I put up with these minor electric shocks for about a year. Then I googled it to see if this was normal ... apparently it's not (duh), and I read the story of another lady with an unruly, Milgram-esque Kitchenaid who had contacted customer service and gotten hers replaced.

I chatted customer service, and when the lady on the other end (Susan) heard the issue, immediately requested to call me because Kitchenaid takes this issue very seriously. Susan called me, asked me a few questions about the serial number, my address, and whether I had been injured. Apparently they want to avoid having their products electrocute people, because Susan told me a replacement would be shipped to me right away, in the meantime I should stop using the mixer and unplug it (in case it spontaneously erupts into an electrical storm of fury over culinary slavery), and did I have any questions?

I did have a scandalous question ... could I get a different color? Of course, Susan assured me.

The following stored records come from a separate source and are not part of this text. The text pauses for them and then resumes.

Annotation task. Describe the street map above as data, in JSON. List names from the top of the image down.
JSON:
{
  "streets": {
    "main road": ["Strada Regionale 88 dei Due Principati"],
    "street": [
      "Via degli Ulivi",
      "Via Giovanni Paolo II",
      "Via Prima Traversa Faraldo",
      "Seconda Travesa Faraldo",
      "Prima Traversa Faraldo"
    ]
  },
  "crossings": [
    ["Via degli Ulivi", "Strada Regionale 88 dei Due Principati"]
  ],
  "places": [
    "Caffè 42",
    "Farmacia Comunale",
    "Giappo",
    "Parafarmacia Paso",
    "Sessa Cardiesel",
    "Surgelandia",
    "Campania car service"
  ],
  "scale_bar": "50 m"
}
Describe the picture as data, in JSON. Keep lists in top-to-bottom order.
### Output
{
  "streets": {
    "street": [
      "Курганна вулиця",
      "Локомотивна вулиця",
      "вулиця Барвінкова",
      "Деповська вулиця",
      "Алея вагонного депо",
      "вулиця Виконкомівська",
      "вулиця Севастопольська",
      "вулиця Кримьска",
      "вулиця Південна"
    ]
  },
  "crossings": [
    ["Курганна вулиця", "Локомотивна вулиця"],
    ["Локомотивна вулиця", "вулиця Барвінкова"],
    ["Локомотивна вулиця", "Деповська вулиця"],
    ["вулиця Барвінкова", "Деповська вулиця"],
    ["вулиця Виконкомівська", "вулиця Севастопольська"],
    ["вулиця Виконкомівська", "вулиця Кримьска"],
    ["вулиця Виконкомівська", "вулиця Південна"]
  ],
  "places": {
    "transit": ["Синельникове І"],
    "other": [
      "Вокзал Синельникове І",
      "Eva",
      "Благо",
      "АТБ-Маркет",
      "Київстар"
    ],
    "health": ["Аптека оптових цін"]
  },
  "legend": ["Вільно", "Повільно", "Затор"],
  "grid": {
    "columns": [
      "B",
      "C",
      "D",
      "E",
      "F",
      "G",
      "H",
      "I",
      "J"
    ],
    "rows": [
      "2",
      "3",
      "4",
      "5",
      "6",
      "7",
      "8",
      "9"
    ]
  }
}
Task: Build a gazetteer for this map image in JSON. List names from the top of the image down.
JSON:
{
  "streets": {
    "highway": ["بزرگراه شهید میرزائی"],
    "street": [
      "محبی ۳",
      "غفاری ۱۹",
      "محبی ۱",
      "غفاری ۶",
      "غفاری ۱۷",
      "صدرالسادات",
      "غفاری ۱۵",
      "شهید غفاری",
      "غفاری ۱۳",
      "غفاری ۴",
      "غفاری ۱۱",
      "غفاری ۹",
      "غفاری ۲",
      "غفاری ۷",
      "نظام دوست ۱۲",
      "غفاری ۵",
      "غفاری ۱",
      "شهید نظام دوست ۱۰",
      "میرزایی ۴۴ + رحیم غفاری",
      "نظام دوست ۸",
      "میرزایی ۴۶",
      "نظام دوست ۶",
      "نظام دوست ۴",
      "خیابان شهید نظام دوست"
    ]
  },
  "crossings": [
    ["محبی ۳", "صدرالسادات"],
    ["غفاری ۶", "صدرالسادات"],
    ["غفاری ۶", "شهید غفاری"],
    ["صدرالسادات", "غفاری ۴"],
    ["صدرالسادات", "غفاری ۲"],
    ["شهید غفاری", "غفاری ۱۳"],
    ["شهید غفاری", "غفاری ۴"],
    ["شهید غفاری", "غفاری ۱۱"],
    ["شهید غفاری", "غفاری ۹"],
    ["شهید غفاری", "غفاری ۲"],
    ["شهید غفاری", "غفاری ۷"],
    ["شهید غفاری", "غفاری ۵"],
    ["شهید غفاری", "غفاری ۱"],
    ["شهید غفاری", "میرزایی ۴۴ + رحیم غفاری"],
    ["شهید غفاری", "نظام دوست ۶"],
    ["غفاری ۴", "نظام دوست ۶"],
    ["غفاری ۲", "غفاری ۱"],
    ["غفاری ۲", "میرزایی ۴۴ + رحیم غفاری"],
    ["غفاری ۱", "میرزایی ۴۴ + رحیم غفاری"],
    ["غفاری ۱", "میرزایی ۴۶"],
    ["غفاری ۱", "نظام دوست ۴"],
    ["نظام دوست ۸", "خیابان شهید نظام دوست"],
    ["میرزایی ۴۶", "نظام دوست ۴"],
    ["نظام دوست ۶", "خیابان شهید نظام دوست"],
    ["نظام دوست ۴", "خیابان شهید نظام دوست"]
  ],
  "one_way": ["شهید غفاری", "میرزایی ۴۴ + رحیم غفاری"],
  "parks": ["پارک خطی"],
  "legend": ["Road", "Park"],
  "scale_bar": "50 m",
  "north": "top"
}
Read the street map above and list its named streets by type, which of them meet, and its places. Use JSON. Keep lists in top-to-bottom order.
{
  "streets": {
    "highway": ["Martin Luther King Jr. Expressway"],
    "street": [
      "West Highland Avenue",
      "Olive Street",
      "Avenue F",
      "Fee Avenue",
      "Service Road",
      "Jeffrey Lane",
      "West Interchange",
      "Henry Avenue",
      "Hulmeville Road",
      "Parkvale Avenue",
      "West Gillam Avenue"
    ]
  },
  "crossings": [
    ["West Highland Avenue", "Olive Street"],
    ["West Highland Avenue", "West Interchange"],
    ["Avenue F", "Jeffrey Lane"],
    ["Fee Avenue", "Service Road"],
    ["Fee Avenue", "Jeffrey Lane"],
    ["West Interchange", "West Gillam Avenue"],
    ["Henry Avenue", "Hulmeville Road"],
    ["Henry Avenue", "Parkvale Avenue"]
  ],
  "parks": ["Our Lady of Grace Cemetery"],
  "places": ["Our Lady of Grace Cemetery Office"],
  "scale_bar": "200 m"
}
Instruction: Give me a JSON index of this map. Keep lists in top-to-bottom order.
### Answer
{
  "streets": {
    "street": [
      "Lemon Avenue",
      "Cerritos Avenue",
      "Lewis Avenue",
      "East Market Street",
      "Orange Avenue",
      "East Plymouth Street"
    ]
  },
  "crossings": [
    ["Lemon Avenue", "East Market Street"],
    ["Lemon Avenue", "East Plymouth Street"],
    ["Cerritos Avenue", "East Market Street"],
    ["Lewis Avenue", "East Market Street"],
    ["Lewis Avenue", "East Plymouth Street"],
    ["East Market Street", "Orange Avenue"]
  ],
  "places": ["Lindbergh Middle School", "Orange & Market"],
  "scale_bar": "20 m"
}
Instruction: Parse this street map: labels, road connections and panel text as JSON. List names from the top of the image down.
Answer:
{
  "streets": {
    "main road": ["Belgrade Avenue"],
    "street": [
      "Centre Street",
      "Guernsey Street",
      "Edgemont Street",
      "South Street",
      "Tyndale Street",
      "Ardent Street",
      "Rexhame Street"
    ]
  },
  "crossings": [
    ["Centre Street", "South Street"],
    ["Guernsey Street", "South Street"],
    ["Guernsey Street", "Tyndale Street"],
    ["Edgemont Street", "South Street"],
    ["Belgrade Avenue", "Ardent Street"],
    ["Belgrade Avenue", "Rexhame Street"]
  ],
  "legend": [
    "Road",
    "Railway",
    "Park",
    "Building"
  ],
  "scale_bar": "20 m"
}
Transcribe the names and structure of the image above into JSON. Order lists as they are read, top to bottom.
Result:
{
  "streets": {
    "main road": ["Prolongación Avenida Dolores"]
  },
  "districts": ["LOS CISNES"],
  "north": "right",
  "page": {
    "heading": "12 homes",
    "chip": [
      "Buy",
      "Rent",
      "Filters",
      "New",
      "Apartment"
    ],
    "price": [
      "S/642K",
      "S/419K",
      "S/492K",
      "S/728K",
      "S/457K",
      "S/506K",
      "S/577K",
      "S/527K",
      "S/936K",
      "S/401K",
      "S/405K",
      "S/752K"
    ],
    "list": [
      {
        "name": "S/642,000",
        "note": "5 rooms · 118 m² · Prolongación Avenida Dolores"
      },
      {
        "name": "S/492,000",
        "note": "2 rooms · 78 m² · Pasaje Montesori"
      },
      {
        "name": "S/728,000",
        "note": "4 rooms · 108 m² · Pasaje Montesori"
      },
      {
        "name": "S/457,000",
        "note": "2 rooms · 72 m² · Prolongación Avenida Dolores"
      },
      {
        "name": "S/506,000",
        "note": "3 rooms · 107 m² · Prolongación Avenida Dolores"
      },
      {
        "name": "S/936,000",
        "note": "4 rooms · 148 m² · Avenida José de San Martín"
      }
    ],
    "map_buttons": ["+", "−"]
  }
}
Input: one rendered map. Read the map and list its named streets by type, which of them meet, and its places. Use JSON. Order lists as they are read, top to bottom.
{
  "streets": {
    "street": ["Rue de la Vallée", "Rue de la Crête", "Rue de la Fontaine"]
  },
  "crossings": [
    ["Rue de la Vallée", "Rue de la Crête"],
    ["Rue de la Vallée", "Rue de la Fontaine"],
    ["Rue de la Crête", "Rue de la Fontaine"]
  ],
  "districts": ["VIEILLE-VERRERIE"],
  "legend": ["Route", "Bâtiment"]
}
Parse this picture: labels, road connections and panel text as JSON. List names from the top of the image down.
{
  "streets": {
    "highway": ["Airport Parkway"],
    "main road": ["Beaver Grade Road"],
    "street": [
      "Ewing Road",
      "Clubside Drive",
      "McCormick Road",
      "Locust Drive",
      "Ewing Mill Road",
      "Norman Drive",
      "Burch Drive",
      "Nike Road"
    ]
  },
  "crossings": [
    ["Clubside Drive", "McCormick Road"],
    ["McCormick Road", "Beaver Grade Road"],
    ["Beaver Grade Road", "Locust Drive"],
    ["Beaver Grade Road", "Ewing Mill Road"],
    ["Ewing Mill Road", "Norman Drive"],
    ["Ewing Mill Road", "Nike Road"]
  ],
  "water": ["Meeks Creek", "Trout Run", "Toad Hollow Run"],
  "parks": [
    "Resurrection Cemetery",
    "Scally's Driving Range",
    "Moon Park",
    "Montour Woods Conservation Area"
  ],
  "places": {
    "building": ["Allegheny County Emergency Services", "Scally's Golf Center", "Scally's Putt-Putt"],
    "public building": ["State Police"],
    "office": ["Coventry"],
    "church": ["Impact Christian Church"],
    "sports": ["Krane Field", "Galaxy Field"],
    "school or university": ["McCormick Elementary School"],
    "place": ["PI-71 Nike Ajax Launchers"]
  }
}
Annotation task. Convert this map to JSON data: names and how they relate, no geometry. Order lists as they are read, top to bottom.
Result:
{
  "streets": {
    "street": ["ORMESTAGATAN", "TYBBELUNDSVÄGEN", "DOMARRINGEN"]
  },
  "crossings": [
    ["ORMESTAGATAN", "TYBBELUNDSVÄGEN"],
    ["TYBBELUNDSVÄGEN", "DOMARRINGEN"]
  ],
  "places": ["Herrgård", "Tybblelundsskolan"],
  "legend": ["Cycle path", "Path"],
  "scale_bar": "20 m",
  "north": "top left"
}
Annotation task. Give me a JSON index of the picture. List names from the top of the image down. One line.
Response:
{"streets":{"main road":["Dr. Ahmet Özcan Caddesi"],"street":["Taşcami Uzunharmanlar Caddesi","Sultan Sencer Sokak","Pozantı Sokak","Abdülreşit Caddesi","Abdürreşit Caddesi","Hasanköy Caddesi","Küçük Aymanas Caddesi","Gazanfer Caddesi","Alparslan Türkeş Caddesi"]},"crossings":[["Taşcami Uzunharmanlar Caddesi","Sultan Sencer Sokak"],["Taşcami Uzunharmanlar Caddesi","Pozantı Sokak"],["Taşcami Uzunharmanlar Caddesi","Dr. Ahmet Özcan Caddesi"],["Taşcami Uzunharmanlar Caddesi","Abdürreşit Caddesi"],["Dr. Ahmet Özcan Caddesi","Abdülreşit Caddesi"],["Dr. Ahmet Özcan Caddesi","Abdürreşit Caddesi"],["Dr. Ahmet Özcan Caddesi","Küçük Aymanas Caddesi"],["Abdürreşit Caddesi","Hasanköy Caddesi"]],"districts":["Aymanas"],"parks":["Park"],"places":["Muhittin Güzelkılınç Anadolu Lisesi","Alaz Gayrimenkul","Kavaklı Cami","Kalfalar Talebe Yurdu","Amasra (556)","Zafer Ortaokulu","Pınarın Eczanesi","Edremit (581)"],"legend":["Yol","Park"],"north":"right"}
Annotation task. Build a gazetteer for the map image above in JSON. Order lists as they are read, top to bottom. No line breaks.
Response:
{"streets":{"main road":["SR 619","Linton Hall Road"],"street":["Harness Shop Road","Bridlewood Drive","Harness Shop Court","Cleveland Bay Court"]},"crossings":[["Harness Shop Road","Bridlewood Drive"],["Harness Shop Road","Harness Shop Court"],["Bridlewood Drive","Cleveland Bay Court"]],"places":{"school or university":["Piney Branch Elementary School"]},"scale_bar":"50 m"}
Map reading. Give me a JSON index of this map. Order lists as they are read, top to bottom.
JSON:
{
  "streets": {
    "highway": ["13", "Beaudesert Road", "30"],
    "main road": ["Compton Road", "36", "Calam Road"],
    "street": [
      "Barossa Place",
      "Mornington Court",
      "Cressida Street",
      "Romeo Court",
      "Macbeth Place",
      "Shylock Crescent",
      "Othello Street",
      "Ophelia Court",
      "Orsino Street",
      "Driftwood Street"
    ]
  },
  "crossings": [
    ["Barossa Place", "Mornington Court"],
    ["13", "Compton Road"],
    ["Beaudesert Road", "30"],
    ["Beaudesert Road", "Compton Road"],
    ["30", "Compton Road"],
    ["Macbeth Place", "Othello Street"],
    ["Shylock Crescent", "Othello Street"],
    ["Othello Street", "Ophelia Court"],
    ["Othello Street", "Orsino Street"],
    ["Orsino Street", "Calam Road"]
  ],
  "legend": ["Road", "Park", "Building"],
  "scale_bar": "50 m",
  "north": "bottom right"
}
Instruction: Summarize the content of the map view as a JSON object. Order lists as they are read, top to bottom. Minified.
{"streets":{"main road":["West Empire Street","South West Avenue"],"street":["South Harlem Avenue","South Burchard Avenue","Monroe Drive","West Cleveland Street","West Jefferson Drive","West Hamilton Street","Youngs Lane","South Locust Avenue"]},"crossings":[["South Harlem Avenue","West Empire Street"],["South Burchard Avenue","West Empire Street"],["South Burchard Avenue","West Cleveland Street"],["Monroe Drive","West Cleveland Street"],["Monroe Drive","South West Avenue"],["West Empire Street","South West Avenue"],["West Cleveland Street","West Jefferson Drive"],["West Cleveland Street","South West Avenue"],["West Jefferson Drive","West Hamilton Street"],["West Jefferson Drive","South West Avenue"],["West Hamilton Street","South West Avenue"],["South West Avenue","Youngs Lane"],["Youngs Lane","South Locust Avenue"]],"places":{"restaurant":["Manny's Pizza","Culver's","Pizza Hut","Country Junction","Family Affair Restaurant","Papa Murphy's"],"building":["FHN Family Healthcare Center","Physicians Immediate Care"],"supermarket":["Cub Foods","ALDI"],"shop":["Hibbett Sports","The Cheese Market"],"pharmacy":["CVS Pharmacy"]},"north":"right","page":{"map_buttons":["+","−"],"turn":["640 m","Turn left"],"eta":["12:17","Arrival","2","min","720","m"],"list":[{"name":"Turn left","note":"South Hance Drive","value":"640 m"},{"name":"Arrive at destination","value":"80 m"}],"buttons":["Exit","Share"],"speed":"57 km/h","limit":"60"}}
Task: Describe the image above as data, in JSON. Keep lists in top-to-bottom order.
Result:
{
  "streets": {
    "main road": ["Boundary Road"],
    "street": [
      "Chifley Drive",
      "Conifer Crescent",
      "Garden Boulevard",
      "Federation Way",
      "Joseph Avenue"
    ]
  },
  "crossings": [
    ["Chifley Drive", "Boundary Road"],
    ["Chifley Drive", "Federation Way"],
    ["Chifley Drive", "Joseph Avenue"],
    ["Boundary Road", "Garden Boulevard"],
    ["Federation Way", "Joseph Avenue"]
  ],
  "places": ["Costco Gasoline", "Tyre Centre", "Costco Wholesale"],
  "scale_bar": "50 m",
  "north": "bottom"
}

Oh my heck. Kitchenaid color decisions are usually made after years of yearning for the machine, planning out your dream kitchen colors, and finding the perfect hue that matches both your aura and patronus' favorite color! How was I to pick a new color in a mere moment? I scanned the options online with the panic of a baker forced to make a wedding cake at an unfamiliar altitude. Should I stick with Empire Red, making my mixer a charmingly bold statement piece on the counter? Though I do have dark green countertops that clash horribly ... What about the soothing Aqua Sky? The retro Pistachio? Sassy Green Apple? SUSAN IS WAITING. Cheerful Citrus Yellow? The classic Cobalt, the tradition of my father? SUSAN IS WAITING!!!!


Guys, I picked silver.

I am so mature and lame. Silver will not go out of style. Silver will go with any kitchen I ever have. Silver is the color my hair will be when this mixer finally dies and I can get a new color.

I am a yo-yo of emotions over here, one minute full of crippling regret, the next confident I made the correct choice. MOSTLY REGRET.

Validate my super-boring Kitchenaid color choice. Or make me jealous by telling me what color you have/would pick if your grandmother loved you enough (like mine) to get you one for your wedding.